From: Jonathan Cameron <jonathan.cameron@huawei.com>
To: Raghavendra K T <raghavendra.kt@amd.com>
Cc: <AneeshKumar.KizhakeVeetil@arm.com>, <Michael.Day@amd.com>,
<akpm@linux-foundation.org>, <bharata@amd.com>,
<dave.hansen@intel.com>, <david@redhat.com>,
<dongjoo.linux.dev@gmail.com>, <feng.tang@intel.com>,
<gourry@gourry.net>, <hannes@cmpxchg.org>, <honggyu.kim@sk.com>,
<hughd@google.com>, <jhubbard@nvidia.com>, <jon.grimm@amd.com>,
<k.shutemov@gmail.com>, <kbusch@meta.com>,
<kmanaouil.dev@gmail.com>, <leesuyeon0506@gmail.com>,
<leillc@google.com>, <liam.howlett@oracle.com>,
<linux-kernel@vger.kernel.org>, <linux-mm@kvack.org>,
<mgorman@techsingularity.net>, <mingo@redhat.com>,
<nadav.amit@gmail.com>, <nphamcs@gmail.com>,
<peterz@infradead.org>, <riel@surriel.com>, <rientjes@google.com>,
<rppt@kernel.org>, <santosh.shukla@amd.com>, <shivankg@amd.com>,
<shy828301@gmail.com>, <sj@kernel.org>, <vbabka@suse.cz>,
<weixugc@google.com>, <willy@infradead.org>,
<ying.huang@linux.alibaba.com>, <ziy@nvidia.com>,
<dave@stgolabs.net>, <yuanchu@google.com>, <kinseyho@google.com>,
<hdanton@sina.com>, <harry.yoo@oracle.com>
Subject: Re: [RFC PATCH V3 07/17] mm: Add throttling of mm scanning using scan_period
Date: Thu, 2 Oct 2025 17:24:15 +0100 [thread overview]
Message-ID: <20251002172415.00003140@huawei.com> (raw)

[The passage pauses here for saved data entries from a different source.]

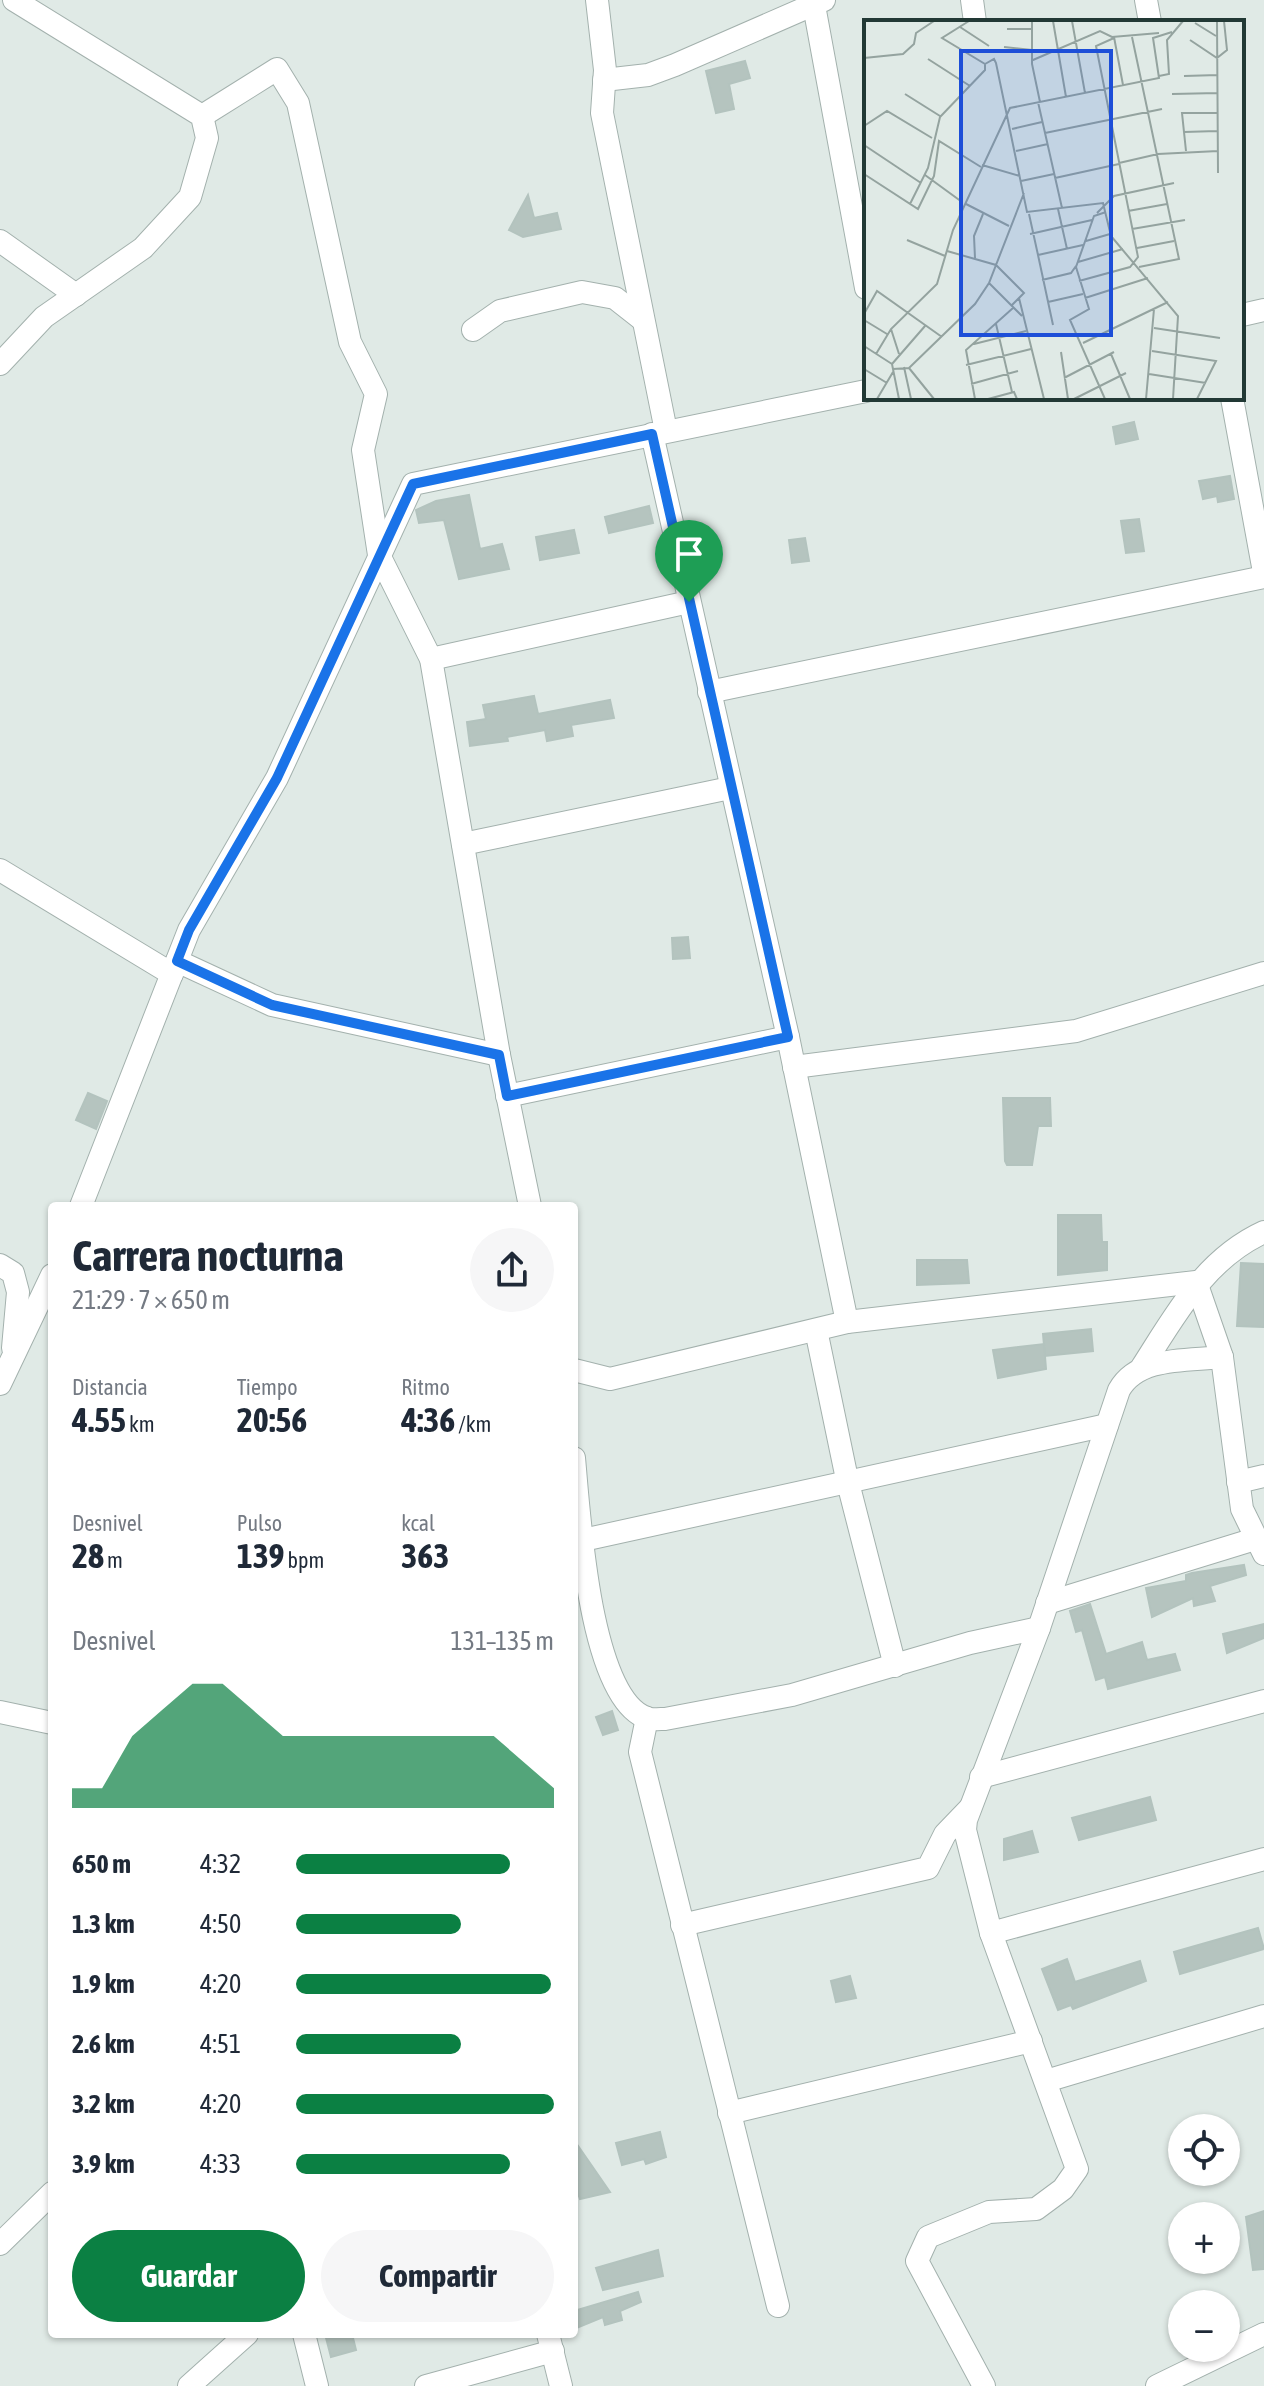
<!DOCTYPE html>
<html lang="es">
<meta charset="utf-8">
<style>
:root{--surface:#fff;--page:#f6f6f7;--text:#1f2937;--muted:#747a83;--accent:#0b8043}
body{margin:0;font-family:"Asap Condensed",sans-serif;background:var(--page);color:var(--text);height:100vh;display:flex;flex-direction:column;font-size:30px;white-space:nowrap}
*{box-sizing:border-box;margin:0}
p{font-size:26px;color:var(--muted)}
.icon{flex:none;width:44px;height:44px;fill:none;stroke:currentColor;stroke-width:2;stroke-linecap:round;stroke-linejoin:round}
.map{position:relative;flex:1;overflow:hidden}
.drawer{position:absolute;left:48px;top:1202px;width:530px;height:1136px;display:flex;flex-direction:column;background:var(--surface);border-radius:8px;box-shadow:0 2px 6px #0004}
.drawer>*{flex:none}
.controls{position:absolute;left:1168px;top:2114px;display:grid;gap:16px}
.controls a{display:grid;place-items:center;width:72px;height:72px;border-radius:50%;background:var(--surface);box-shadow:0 2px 6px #0004;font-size:40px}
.pin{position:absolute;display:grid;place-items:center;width:68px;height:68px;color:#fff;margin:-82px -34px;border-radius:50% 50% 50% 0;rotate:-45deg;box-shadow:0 0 8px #0007}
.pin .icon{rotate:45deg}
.round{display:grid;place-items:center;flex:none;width:84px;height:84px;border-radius:42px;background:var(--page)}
.summary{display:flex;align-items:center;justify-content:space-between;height:136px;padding:0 24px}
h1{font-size:44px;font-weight:700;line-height:60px}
.figures{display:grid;grid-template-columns:repeat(3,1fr);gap:12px;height:136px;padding:8px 24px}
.figures div{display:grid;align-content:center}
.figures b{font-size:34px;font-weight:700}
.figures small{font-size:22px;font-weight:400}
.figures p{font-size:22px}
.chart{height:224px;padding:16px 24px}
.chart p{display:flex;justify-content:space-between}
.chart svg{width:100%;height:144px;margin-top:8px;fill:var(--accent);opacity:.7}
.button{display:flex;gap:16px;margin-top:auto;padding:16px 24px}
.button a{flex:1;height:92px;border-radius:48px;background:var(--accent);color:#fff;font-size:32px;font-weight:700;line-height:92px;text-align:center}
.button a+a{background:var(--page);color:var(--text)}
ul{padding:0 24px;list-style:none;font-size:26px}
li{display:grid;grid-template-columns:128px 96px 1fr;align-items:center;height:60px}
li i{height:20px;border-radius:10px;background:var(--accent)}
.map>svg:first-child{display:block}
</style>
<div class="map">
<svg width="1264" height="2386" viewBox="0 0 1264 2386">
<rect width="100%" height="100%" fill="#e0eae6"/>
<g fill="#b5c4bf" stroke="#b3c3be" stroke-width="2">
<path d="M745,61L750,78L729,84L734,109L716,113L706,71Z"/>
<path d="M528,195L534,218L557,213L561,229L523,237L509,230Z"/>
<path d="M1134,422L1138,439L1116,444L1113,427Z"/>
<path d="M1230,476L1234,499L1218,502L1217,496L1203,499L1199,481Z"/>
<path d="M469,495L480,549L502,544L509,569L459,579L444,520L419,523L416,510L436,501Z"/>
<path d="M649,506L653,523L609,533L605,517Z"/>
<path d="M1139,519L1144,551L1126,553L1121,521Z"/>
<path d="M574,530L579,553L540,560L536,537Z"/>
<path d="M805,538L809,561L792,563L789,540Z"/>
<path d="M534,696L538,714L610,700L614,718L571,725L573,736L547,741L545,730L507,737L508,741L470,746L467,722L486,719L483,705Z"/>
<path d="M688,937L690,958L673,959L672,938Z"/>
<path d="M88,1093L107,1101L96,1129L76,1120Z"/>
<path d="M1003,1098H1050L1051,1126H1038L1032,1165H1007L1005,1161Z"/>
<path d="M1058,1215H1101L1102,1242H1107V1270L1058,1275Z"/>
<path d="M917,1260H967L969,1283L917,1285Z"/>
<path d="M1241,1263L1264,1264V1327L1237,1326Z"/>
<path d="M1091,1329L1093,1351L1045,1356L1043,1334Z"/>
<path d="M1044,1344L1046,1369L998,1378L993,1350Z"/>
<path d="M1244,1565L1246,1575L1210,1586L1215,1601L1194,1606L1193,1598L1152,1617L1146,1588L1186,1581V1575L1192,1573Z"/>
<path d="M1090,1604L1106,1654L1142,1642L1147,1660L1175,1654L1180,1670L1108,1689L1105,1677L1096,1680L1082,1630L1076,1632L1070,1611Z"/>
<path d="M1264,1624V1638L1227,1653L1223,1634Z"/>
<path d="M612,1711L618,1730L603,1735L596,1717Z"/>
<path d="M1150,1797L1156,1820L1079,1840L1072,1818Z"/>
<path d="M1032,1831L1038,1852L1004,1860V1839Z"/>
<path d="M1258,1928L1264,1949L1180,1974L1174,1952Z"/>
<path d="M1067,1959L1075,1982L1140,1961L1146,1981L1073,2009L1071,2005L1058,2010L1042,1969Z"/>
<path d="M850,1976L856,1998L836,2002L831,1981Z"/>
<path d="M660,2132L666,2157L646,2164L644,2159L622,2165L616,2143Z"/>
<path d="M574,2140L610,2192L580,2199L574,2182Z"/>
<path d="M1264,2211V2269L1253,2270L1246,2217Z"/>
<path d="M658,2250L663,2276L603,2290L596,2268Z"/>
<path d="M638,2292L641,2302L620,2311L622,2320L605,2325L603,2317L574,2329V2311Z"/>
<path d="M325,2334H352L356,2350L331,2357Z"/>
</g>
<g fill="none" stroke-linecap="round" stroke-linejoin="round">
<g stroke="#a3b1ad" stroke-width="24">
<g id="minor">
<path d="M597,0L605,70L602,113L666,431"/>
<path d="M813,0L866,288"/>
<path d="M972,0L975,22"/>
<path d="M1146,0L1150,22"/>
<path d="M604,80L648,75L675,65L824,0"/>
<path d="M202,116L277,69L298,103L350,342L376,394L363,450L379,555L431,659L499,1055L530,1206"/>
<path d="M0,241L76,295"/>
<path d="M1242,315L1264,310"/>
<path d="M473,330L500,311L582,292L615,298L643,320"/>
<path d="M0,364L44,317L143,248L190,197L207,138L202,116L14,0"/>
<path d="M1232,398L1264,572"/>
<path d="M652,434L788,1037L847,1322"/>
<path d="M431,659L689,602"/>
<path d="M709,692L1264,577"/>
<path d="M463,844L730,788"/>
<path d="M0,870L172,974"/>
<path d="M177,961L272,1005L499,1055"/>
<path d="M794,1067L1076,1031L1264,973"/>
<path d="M507,1096L788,1037"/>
<path d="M81,1206L189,930L277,778L413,484L866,391"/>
<path d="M0,1265L13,1273L18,1292L13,1348"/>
<path d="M816,1330L847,1479L895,1666"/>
<path d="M1142,1367C1176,1314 1205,1259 1264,1232"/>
<path d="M574,1370L610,1379L847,1322L1196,1282L1222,1357L1242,1509L1264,1554"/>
<path d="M0,1384L52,1275"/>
<path d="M574,1458C579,1511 589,1699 647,1718C651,1720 660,1719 665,1719L792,1695L970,1643L1039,1628"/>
<path d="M1238,1482L1264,1476"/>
<path d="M583,1540L1107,1425"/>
<path d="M1047,1603L1255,1539"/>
<path d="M0,1712L52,1723"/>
<path d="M647,1718L640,1752L778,2306"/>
<path d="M981,1777L1264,1701"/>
<path d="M682,1925L928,1868L945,1834L970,1808"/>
<path d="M991,1933L1264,1859"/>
<path d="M1046,2081L1264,2016"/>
<path d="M729,2113L1031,2041"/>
<path d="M0,2244L52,2193"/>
<path d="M304,2334L317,2386"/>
<path d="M548,2334L561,2386"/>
<path d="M189,2386L247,2334"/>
<path d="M426,2386L553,2351"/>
<path d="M984,2386L917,2261L928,2237L989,2212L1036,2209L1063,2189L1077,2169L991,1933L965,1830L966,1820L1039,1628L1119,1390C1138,1356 1187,1361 1222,1357"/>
<path d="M1157,2386L1264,2334"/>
</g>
</g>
<use href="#minor" stroke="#fff" stroke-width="22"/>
</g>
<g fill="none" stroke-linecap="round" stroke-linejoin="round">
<g stroke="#fff" stroke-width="16">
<path id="route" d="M652,434L788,1037L507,1096L499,1055L272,1005L177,961L189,930L277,778L413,484Z"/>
</g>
<use href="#route" stroke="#1a73e8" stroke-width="10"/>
</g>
<g transform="translate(864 20)">
<rect width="380" height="380" fill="#e0eae6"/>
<path fill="none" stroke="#94a39f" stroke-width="2" d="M168,1V44L176,82M189,1L202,77M208,1L221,73M353,1L354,153M331,3L352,16M96,7L125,26M143,9H169M250,17L259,65M268,17L315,239L275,247M326,20L353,38L363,30L360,1M140,27L168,30M0,38L39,34L50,24L52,13L70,1M64,39L106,66M169,40L236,11L248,17L295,13M121,44L130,39L132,43L163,192L239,183L247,216L314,296L309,379M295,56L305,54L303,20L319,1M320,56L354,55M41,74L76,96M308,74L354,73M174,82L198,188M0,106L23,91L68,118M148,109L178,102M320,112L353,111M181,113L298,89M0,125L57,163M152,131L184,124M322,131L318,93H353M255,143L294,134L354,131M118,145L156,156M0,154L54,189L70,156L75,121L117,147M61,155L98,182V190M191,158L255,144M157,161L190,154M46,184L64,148L76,97L121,50V44L78,18L105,1M102,184L145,206M194,189L203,229M264,191L303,184M233,193L250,176L310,163M165,194L174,235L219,225M268,209L321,200M166,214L228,200M43,220L81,236M222,221L246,214M273,228L310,221M83,231L132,245L160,273L147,286M174,235L189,305M111,238L110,216L119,194M214,242L259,229M178,260L207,253L212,246M215,261L266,247L274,237L232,26L250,18M125,263L158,296M155,278L180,379M221,278L284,258M184,282L219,274M0,294L13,271L78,317M0,300L23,314M132,304L148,372M290,308L356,318M27,309L35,334M219,323L304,282M110,324L162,311M0,326L28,344L35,379M288,331L352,341L333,379M197,332L204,379M12,334L27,309L73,264L89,210L146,88L295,58L289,18L308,12M247,334L266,379M28,344L61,306M102,345L167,329M40,347L47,379M45,348L70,379M0,349L23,363M29,349L45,348L111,284L125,263L160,173M285,354L342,363M200,358L250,332M107,364L154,351M13,379L29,352M111,379L102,330L149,288M124,379L150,372L153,379M210,379L262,353M241,379L206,300L225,289L212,247L230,196L242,192M282,379L290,289"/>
<path fill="#1d4ed8" fill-opacity="0.15" stroke="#1d4ed8" stroke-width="4" d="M97,31H247V315H97Z"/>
<rect width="380" height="380" fill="none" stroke="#223935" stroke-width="4"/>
</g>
</svg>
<div class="controls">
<a><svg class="icon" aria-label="locate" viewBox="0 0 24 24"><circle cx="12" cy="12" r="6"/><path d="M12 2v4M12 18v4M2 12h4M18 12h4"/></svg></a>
<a>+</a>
<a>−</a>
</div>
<div class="pin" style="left:689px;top:602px;background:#1e9e55"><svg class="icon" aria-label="arrive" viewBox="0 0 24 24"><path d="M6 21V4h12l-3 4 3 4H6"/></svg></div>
<section class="drawer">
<div class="summary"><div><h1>Carrera nocturna</h1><p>21:29 · 7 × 650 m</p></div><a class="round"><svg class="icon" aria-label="share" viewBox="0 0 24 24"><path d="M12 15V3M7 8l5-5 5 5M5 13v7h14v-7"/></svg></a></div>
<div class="figures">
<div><p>Distancia</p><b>4.55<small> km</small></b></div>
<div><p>Tiempo</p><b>20:56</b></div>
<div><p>Ritmo</p><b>4:36<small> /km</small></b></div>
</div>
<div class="figures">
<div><p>Desnivel</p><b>28<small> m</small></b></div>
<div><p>Pulso</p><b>139<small> bpm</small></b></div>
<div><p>kcal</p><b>363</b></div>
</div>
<div class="chart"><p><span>Desnivel</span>131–135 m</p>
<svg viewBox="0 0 160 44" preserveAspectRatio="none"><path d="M0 44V38L10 38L20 22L30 14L40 6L50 6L60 14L70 22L80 22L90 22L100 22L110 22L120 22L130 22L140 22L150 30L160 38V44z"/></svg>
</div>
<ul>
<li><b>650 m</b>4:32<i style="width:83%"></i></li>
<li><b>1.3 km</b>4:50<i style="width:64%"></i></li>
<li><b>1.9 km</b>4:20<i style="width:99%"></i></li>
<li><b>2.6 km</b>4:51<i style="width:64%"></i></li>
<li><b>3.2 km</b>4:20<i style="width:100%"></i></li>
<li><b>3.9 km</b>4:33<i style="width:83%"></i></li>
</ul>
<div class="button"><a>Guardar</a><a>Compartir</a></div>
</section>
</div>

In-Reply-To: <20250814153307.1553061-8-raghavendra.kt@amd.com>
On Thu, 14 Aug 2025 15:32:57 +0000
Raghavendra K T <raghavendra.kt@amd.com> wrote:
> Before this patch, scanning of tasks' mm is done continuously and also
> at the same rate.
>
> Improve that by adding a throttling logic:
> 1) If there were useful pages found during last scan and current scan,
> decrease the scan_period (to increase scan rate) by TUNE_PERCENT (15%).
>
> 2) If there were no useful pages found in last scan, and there are
> candidate migration pages in the current scan decrease the scan_period
> aggressively by 2 power SCAN_CHANGE_SCALE (2^3 = 8 now).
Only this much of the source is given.